- _Dataset records_
◆ ◆ ◆ ◆ ◆
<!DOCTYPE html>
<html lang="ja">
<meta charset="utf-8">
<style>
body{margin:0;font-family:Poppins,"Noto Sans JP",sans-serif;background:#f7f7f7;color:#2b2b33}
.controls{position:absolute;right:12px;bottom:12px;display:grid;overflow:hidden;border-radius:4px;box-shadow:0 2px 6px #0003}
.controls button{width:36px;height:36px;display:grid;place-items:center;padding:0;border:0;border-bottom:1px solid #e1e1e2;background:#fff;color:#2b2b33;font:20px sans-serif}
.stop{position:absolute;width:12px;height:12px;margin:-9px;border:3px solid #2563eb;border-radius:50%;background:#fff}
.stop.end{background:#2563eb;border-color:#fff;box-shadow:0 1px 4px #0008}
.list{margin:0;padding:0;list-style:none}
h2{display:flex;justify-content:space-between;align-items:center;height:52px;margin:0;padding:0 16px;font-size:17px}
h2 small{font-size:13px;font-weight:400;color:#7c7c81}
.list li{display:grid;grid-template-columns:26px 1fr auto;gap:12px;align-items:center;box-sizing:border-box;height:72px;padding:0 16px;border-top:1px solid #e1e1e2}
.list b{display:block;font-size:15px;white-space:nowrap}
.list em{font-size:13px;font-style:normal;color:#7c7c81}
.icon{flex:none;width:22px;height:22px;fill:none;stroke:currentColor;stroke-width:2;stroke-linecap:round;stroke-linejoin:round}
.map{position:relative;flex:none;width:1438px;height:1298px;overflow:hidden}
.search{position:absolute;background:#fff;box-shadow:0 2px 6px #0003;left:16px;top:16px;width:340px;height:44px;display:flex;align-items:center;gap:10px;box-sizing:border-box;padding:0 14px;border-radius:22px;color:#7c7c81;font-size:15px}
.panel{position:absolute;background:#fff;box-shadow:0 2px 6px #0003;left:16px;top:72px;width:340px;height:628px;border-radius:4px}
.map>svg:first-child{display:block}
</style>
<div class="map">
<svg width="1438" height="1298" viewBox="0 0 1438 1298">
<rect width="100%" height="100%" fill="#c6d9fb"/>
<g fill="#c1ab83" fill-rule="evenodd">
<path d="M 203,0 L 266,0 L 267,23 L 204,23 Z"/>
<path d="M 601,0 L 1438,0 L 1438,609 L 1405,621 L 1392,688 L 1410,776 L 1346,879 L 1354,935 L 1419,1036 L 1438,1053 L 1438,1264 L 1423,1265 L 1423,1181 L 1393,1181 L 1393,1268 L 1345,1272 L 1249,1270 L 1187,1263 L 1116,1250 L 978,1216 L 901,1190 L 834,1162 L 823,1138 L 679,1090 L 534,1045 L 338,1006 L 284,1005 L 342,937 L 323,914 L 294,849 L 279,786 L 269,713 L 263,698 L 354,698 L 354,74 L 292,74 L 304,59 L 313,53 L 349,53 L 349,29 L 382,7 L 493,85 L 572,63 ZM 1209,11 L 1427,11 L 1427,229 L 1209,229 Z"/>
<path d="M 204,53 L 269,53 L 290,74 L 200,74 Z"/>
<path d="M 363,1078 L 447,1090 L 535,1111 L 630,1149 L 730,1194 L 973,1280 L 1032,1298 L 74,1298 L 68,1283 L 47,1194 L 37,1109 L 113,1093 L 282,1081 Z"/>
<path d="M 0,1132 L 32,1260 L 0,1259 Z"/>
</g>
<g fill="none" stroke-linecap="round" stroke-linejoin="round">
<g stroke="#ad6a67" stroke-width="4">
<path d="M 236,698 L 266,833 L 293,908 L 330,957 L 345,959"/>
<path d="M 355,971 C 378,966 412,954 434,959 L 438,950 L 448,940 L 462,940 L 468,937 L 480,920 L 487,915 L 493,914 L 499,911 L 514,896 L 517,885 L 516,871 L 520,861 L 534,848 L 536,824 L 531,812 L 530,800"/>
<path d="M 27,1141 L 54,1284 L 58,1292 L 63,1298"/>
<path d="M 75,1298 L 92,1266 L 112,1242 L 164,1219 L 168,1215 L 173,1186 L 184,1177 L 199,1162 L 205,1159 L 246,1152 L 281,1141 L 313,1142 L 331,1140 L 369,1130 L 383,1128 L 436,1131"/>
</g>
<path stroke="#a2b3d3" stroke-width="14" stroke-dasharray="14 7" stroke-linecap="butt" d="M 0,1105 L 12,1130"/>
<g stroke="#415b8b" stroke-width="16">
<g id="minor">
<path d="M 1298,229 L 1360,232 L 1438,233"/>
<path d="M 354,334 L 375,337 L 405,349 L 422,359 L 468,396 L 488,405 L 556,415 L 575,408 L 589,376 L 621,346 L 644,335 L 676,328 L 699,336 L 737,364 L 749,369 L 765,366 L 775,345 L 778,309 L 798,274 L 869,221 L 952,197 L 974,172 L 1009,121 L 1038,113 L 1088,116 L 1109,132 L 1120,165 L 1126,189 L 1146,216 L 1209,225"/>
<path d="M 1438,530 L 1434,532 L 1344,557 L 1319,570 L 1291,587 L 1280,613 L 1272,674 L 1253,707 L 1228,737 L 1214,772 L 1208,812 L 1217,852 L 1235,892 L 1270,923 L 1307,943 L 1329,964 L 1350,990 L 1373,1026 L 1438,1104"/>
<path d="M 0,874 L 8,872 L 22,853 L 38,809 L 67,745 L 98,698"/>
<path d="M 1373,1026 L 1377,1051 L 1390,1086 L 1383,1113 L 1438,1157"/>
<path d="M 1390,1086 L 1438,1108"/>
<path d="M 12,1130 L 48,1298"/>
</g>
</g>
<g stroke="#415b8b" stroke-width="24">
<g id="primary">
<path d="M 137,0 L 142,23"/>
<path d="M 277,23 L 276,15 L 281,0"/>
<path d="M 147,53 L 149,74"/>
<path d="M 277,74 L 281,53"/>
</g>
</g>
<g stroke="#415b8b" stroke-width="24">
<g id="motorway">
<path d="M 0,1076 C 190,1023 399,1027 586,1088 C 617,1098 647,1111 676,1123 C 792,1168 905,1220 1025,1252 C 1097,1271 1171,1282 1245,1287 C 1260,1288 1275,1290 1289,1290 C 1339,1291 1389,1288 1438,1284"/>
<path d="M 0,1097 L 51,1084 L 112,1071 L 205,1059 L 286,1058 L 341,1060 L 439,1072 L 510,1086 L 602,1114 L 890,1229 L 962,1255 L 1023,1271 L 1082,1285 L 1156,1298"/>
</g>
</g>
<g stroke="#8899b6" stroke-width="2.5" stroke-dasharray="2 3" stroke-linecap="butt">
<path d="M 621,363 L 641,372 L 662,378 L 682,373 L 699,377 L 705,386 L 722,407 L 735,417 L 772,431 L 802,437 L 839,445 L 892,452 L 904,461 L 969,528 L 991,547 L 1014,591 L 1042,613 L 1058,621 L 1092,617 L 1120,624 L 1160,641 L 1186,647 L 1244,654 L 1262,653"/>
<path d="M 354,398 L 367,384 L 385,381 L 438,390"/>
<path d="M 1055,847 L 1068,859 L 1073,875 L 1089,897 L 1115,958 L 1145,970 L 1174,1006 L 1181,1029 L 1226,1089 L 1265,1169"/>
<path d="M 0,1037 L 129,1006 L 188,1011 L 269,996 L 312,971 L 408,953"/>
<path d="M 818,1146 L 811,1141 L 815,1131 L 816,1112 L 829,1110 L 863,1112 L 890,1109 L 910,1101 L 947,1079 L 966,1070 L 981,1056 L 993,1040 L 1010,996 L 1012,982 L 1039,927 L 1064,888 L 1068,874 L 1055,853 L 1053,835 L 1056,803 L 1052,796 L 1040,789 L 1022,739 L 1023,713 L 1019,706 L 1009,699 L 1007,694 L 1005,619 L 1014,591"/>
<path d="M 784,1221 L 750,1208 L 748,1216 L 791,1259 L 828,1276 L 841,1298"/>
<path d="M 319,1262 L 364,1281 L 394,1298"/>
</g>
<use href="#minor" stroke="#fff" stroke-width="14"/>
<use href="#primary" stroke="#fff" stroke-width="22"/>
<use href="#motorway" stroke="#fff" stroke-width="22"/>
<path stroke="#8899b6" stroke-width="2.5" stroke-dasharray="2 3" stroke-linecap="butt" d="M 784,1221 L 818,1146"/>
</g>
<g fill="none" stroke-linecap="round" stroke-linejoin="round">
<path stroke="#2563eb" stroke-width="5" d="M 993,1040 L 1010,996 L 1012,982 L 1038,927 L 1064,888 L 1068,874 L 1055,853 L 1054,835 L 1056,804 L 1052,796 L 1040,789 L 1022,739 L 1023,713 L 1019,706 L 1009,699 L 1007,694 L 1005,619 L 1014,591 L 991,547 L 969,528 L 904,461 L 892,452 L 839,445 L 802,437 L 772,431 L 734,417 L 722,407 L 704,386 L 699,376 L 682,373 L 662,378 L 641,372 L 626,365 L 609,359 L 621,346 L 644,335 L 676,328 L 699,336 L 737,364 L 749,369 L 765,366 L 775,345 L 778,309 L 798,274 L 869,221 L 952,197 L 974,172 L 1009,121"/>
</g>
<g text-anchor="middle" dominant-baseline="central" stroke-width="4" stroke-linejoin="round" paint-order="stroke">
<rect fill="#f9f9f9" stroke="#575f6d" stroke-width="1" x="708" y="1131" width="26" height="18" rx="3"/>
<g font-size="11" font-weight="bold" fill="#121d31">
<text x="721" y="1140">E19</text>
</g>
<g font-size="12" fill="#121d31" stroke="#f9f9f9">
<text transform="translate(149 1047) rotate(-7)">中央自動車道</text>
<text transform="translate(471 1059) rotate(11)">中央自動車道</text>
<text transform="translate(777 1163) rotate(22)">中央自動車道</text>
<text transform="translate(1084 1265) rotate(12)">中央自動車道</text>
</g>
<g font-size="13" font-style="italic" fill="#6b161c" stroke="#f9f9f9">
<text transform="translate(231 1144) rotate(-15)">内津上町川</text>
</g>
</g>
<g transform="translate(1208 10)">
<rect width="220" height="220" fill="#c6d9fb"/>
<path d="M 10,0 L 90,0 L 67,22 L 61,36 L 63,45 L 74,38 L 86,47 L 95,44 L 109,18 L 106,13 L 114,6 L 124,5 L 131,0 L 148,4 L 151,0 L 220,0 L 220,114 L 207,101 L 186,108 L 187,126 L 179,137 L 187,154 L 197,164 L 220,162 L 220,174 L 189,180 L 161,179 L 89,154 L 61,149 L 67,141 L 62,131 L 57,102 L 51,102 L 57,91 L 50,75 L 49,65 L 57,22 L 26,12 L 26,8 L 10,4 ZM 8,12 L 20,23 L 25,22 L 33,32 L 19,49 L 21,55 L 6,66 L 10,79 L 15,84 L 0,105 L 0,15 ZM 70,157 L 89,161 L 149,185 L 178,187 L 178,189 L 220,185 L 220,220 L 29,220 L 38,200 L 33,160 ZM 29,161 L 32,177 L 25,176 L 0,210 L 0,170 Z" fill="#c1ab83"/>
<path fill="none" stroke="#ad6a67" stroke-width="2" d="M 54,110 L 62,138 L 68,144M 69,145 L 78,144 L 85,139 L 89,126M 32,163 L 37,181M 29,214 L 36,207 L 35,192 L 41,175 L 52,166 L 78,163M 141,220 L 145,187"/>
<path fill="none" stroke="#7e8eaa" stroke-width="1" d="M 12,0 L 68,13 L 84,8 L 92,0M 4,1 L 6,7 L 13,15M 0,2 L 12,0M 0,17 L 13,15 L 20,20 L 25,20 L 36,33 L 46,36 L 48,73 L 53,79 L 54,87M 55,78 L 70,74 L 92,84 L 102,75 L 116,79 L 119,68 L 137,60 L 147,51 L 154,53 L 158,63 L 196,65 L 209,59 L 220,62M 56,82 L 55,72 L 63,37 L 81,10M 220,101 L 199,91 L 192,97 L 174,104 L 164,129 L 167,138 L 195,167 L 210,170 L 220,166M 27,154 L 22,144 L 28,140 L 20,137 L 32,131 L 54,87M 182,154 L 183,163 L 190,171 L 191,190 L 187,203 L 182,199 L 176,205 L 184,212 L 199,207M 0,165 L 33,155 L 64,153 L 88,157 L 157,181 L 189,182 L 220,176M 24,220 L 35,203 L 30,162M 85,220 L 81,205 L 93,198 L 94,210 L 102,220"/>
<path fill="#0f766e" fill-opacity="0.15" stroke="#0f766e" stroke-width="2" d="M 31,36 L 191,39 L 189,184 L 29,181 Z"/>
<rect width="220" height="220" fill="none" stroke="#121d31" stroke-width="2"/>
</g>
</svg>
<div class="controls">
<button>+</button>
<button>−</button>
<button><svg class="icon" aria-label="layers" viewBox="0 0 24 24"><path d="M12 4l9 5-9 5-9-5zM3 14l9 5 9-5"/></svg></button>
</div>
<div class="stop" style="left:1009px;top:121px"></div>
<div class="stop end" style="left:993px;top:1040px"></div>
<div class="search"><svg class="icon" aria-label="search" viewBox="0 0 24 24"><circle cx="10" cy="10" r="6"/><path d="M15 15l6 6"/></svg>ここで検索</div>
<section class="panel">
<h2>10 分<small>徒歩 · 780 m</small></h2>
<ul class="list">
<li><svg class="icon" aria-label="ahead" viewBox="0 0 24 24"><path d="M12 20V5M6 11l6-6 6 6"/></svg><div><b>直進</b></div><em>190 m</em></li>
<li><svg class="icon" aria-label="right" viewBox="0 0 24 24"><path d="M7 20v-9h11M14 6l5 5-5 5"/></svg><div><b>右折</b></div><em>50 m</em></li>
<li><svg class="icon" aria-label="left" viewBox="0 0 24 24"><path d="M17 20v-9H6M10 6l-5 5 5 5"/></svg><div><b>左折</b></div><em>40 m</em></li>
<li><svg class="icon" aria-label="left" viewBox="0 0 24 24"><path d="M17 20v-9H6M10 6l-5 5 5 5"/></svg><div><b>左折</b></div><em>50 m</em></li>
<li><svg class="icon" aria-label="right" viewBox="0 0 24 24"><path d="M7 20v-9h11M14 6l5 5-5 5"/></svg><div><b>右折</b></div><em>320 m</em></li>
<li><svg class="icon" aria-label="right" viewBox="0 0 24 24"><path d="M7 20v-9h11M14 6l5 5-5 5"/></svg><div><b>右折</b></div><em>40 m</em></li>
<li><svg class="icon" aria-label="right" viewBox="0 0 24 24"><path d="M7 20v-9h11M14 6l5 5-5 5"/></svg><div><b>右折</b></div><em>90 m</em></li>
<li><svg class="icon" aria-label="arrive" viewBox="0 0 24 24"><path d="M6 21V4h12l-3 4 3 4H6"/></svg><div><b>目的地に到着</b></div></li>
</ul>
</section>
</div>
◆ ◆ ◆ ◆ ◆
- _What you have to do_
Among the lines of the data, identify those with the word "bottom". Copy each of them.

- _Written solution_
.controls{position:absolute;right:12px;bottom:12px;display:grid;overflow:hidden;border-radius:4px;box-shadow:0 2px 6px #0003}
.controls button{width:36px;height:36px;display:grid;place-items:center;padding:0;border:0;border-bottom:1px solid #e1e1e2;background:#fff;color:#2b2b33;font:20px sans-serif}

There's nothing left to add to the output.